[Your task]:
The response must consist of the complete listing below, reproduced without alteration.
● ● ● ● ● ● ●
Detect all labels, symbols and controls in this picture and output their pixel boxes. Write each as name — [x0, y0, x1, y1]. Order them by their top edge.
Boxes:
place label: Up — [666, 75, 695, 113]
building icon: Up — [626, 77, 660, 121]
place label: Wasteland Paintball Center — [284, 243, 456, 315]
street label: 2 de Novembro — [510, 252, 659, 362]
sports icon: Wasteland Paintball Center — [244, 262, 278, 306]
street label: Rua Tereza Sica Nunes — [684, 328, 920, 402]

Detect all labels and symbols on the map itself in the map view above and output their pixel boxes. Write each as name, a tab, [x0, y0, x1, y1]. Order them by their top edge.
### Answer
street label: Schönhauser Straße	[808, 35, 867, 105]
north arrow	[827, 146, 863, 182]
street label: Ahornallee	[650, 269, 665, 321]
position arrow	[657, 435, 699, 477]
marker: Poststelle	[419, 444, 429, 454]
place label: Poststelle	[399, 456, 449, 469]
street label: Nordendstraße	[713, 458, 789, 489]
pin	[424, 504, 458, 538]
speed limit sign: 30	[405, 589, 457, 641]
● ● ● ● ● ● ●
[Written response]:
Detect all labels, symbols and controls in this picture and output their pixel boxes. Write each as name — [x0, y0, x1, y1]. Order them by their top edge.
Boxes:
place label: Up — [666, 75, 695, 113]
building icon: Up — [626, 77, 660, 121]
place label: Wasteland Paintball Center — [284, 243, 456, 315]
street label: 2 de Novembro — [510, 252, 659, 362]
sports icon: Wasteland Paintball Center — [244, 262, 278, 306]
street label: Rua Tereza Sica Nunes — [684, 328, 920, 402]

Detect all labels and symbols on the map itself in the map view above and output their pixel boxes. Write each as name, a tab, [x0, y0, x1, y1]. Order them by their top edge.
### Answer
street label: Schönhauser Straße	[808, 35, 867, 105]
north arrow	[827, 146, 863, 182]
street label: Ahornallee	[650, 269, 665, 321]
position arrow	[657, 435, 699, 477]
marker: Poststelle	[419, 444, 429, 454]
place label: Poststelle	[399, 456, 449, 469]
street label: Nordendstraße	[713, 458, 789, 489]
pin	[424, 504, 458, 538]
speed limit sign: 30	[405, 589, 457, 641]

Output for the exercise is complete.